Extracted information ▸
%%
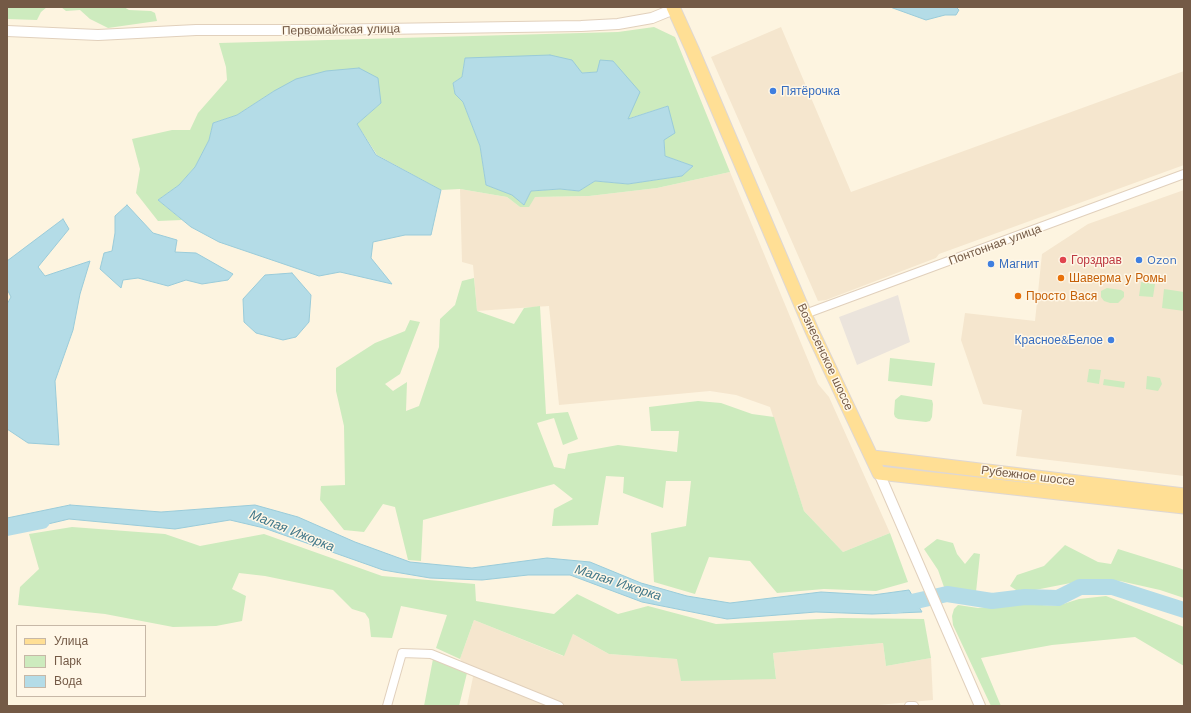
<!DOCTYPE html>
<meta charset="utf-8">
<style>
body{margin:0}
#map{position:relative;width:1191px;height:713px;overflow:hidden;background:#fdf4e0;font-family:"Work Sans",sans-serif}
canvas{display:block}
.frame{position:absolute;inset:0;border:8px solid #745a46;pointer-events:none}
.legend{position:absolute;left:16px;top:625px;width:130px;height:72px;box-sizing:border-box;background:#fff7e7;border:1px solid #c7b8a7;margin:0;padding:5px 7px;list-style:none;font-size:12px;color:#745a46}
.legend li{display:flex;align-items:center;gap:8px;height:20px}
.legend b{width:20px;border:1px solid #c7b8a7}
</style>
<div id="map">
<canvas width="1191" height="713"></canvas>
<div class="frame"></div>
<ul class="legend">
<li><b style="height:5px;background:#ffdf95"></b>Улица</li>
<li><b style="height:11px;background:#cdebbe"></b>Парк</li>
<li><b style="height:11px;background:#b4dce7"></b>Вода</li>
</ul>
</div>
<script>
const g = document.querySelector('canvas').getContext('2d');
g.lineJoin = 'round';
function fill(path, color) { g.fillStyle = color; g.fill(path, 'evenodd'); }
const poly = rows => new Path2D(rows.map(r => 'M' + r).join(''));
function stroke(path, color, width, dash) { g.strokeStyle = color; g.lineWidth = width; g.lineCap = dash ? 'butt' : 'round'; g.setLineDash(dash || []); g.stroke(path); }
function label(font, color, halo, rows, align = 'center') {
  g.font = font + ' "Work Sans",sans-serif'; g.lineWidth = 3; g.setLineDash([]); g.textBaseline = 'middle'; g.strokeStyle = halo; g.fillStyle = color; for (const [text, x, y, turn = 0] of rows) {
    g.save(); g.translate(x, y); g.rotate((+turn || 0) * Math.PI / 180); g.textAlign = isNaN(turn) ? turn : align; if (halo) g.strokeText(text, 0, 0); g.fillText(text, 0, 0); g.restore();
  }
}
fill(poly([
 [781,27,851,192,1184,71,1184,165,939,254,936,258,826,300,818,301,711,57],
 [730,172,818,384,829,397,890,533,843,552,804,511,770,407,736,395,710,391,559,405,549,306,477,311,473,265,462,262,460,189,507,197,520,207,535,197,589,196,657,188],
 [1184,190,1184,476,1016,456,1022,410,983,404,961,340,965,313,1035,321,1042,254,1088,224],
 [474,620,563,656,573,634,609,654,678,659,681,680,776,678,773,653,883,643,886,666,931,658,933,700,867,706,467,706,473,677,460,659]
]), '#f5e6ce');
fill(poly([
 [898,295,910,342,857,365,839,317]
]), '#ebe4dc');
fill(poly([
 [7,7,47,7,41,12,37,20,7,19],
 [61,7,124,7,129,10,151,11,155,13,157,21,108,28,90,19,80,10,66,11],
 [654,27,675,37,730,172,657,188,589,196,535,197,529,207,520,207,507,197,460,189,441,190,377,155,357,124,381,103,274,91,237,115,213,123,209,140,195,167,179,185,158,200,182,220,158,221,136,193,140,169,132,139,172,130,190,130,198,113,227,80,226,67,219,43,618,32],
 [465,58,581,73,597,72,613,61,624,75,627,119,668,106,664,139,665,156,693,166,682,176,628,184,595,181,579,191,560,189,531,191,524,205,513,195,486,185,480,146,463,102,455,94,453,83,462,77],
 [474,278,477,311,514,324,524,308,540,306,546,414,568,412,578,439,563,445,554,418,537,423,554,467,565,469,568,454,618,445,677,452,679,431,651,431,649,407,698,401,721,403,752,414,774,417,804,511,843,552,890,533,908,582,876,591,824,589,777,593,750,561,709,557,695,594,654,582,651,533,686,526,691,481,666,481,663,508,623,493,624,477,606,476,598,525,552,526,554,509,573,499,554,484,423,520,421,561,408,560,395,507,383,504,364,532,344,530,320,500,321,486,345,485,344,426,336,391,336,368,375,343,405,331,410,320,420,322,400,374,385,384,393,391,407,382,406,411,419,406,439,347,440,319,455,305,462,281],
 [1141,282,1155,284,1153,297,1139,296],
 [1107,288,1121,290,1124,292,1124,297,1118,303,1110,303,1104,301,1101,297,1101,291],
 [1164,289,1184,292,1184,311,1162,308],
 [890,358,935,363,932,386,888,381],
 [1089,369,1101,370,1099,384,1087,382],
 [1147,376,1160,378,1162,384,1158,391,1146,389],
 [1104,379,1125,382,1124,388,1103,385],
 [901,395,932,400,933,404,932,417,930,421,926,422,898,419,895,417,894,414,895,400],
 [72,527,165,534,200,546,264,534,382,576,475,584,476,601,554,614,577,594,618,614,648,606,716,624,840,618,924,619,931,658,886,666,883,643,773,653,776,679,681,681,677,659,609,654,573,634,564,656,474,620,460,659,436,648,447,615,401,606,392,638,371,637,369,619,365,613,352,609,333,590,265,576,239,573,232,589,246,596,242,621,216,626,173,627,105,614,18,605,20,587,39,569,29,534],
 [937,539,953,543,957,554,965,564,974,553,980,554,976,592,944,587,938,570,924,549],
 [1065,545,1098,562,1111,564,1118,549,1179,568,1184,570,1184,598,1160,590,1120,581,1091,579,1035,590,1016,590,1010,586,1017,575,1044,566],
 [1106,596,1184,627,1184,666,1135,637,1052,645,981,658,1001,706,991,706,953,625,952,616,954,609,958,605,978,608,1027,604,1057,606,1079,599],
 [433,659,467,673,459,706,424,706]
]), '#cdebbe');
const water = poly([
 [890,7,956,7,959,10,956,15,945,15,926,20,890,7],
 [550,55,572,60,582,73,597,72,600,60,613,61,640,92,628,119,668,106,675,133,664,140,665,156,693,166,682,176,628,184,595,181,579,191,560,189,531,191,524,205,512,195,486,185,480,146,463,102,455,94,453,83,462,77,465,58,550,55],
 [359,68,378,78,381,103,357,124,376,155,441,190,431,235,405,235,373,242,371,258,392,284,340,272,319,276,219,242,191,227,158,200,179,185,195,167,209,140,213,123,237,115,274,91,296,79,326,71,359,68],
 [127,205,153,233,177,240,175,252,196,253,233,274,228,280,202,284,186,280,168,286,138,278,123,280,121,288,100,269,104,253,112,251,115,233,115,216,127,205],
 [63,219,69,229,38,267,45,276,90,261,80,294,73,330,55,381,59,445,28,443,7,429,7,304,11,297,7,289,7,261,63,219],
 [292,273,311,295,309,322,296,337,283,340,256,333,244,322,243,299,265,275,292,273],
 [70,505,161,512,255,505,298,517,355,542,410,562,472,568,547,558,590,562,641,583,687,596,730,603,821,592,873,595,909,590,922,612,872,614,816,612,727,619,642,602,570,575,528,575,482,580,430,578,383,570,264,528,230,520,175,529,69,519,27,529,7,520,7,518,70,505]
]);
fill(water, '#b4dce7');
stroke(water, '#9acbd9', 1);
stroke(poly([
 [7,528,42,521],
 [894,606,947,594,992,601,1025,597,1058,598,1080,587,1112,587,1184,610]
]), '#b4dce7', 16);
const minor = poly([
 [805,314,1184,174],
 [387,706,402,653,431,654,559,706],
 [909,706,914,706]
]);
const tertiary = poly([
 [7,31,98,35,196,30,314,30,581,26,618,24,652,18,674,9],
 [879,473,980,706]
]);
const primary = poly([
 [673,7,692,49,812,331,879,473,1184,507],
 [873,457,1184,495]
]);
stroke(minor, '#e1d0bc', 10);
stroke(tertiary, '#e1d0bc', 12);
stroke(primary, '#ded7d3', 15);
stroke(minor, '#fff', 8);
stroke(tertiary, '#fff', 10);
stroke(primary, '#ffdf95', 13);
for (const [x, y, r, color] of [
 [773,91,4,"#3f7fe0"],
 [1063,260,4,"#e0444e"],
 [1139,260,4,"#3f7fe0"],
 [991,264,4,"#3f7fe0"],
 [1061,278,4,"#e8710a"],
 [1018,296,4,"#e8710a"],
 [1111,340,4,"#3f7fe0"]
]) { const dot = new Path2D(); dot.arc(x, y, r, 0, 2 * Math.PI); g.fillStyle = color; g.fill(dot); stroke(dot, '#fff7e7', 1.5); }
label('12px', '#745a46', '#fff7e7', [
 ["Первомайская улица",341,30,-1],
 ["Понтонная улица",995,245,-20],
 ["Вознесенское шоссе",825,357,65],
 ["Рубежное шоссе",1028,476,7]
]);
label('12px', '#366cbe', '#fff7e7', [
 ["Пятёрочка",781,91],
 ["Ozon",1147,260],
 ["Магнит",999,264],
 ["Красное&Белое",1103,340,"right"]
], 'left');
label('12px', '#be3a42', '#fff7e7', [
 ["Горздрав",1071,260]
], 'left');
label('12px', '#c56008', '#fff7e7', [
 ["Шаверма у Ромы",1069,278],
 ["Просто Вася",1026,296]
], 'left');
label('italic 13px', '#407789', '#fff7e7', [
 ["Малая Ижорка",292,531,22],
 ["Малая Ижорка",618,583,18]
]);
</script>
%%
Exercise brief ▸
What is needed is an exact retyping of the lines from the start of the data through the line with "function label(font, color, halo, rows, align", with both end lines kept and every picture left out.

Solution to this problem ▸
<!DOCTYPE html>
<meta charset="utf-8">
<style>
body{margin:0}
#map{position:relative;width:1191px;height:713px;overflow:hidden;background:#fdf4e0;font-family:"Work Sans",sans-serif}
canvas{display:block}
.frame{position:absolute;inset:0;border:8px solid #745a46;pointer-events:none}
.legend{position:absolute;left:16px;top:625px;width:130px;height:72px;box-sizing:border-box;background:#fff7e7;border:1px solid #c7b8a7;margin:0;padding:5px 7px;list-style:none;font-size:12px;color:#745a46}
.legend li{display:flex;align-items:center;gap:8px;height:20px}
.legend b{width:20px;border:1px solid #c7b8a7}
</style>
<div id="map">
<canvas width="1191" height="713"></canvas>
<div class="frame"></div>
<ul class="legend">
<li><b style="height:5px;background:#ffdf95"></b>Улица</li>
<li><b style="height:11px;background:#cdebbe"></b>Парк</li>
<li><b style="height:11px;background:#b4dce7"></b>Вода</li>
</ul>
</div>
<script>
const g = document.querySelector('canvas').getContext('2d');
g.lineJoin = 'round';
function fill(path, color) { g.fillStyle = color; g.fill(path, 'evenodd'); }
const poly = rows => new Path2D(rows.map(r => 'M' + r).join(''));
function stroke(path, color, width, dash) { g.strokeStyle = color; g.lineWidth = width; g.lineCap = dash ? 'butt' : 'round'; g.setLineDash(dash || []); g.stroke(path); }
function label(font, color, halo, rows, align = 'center') {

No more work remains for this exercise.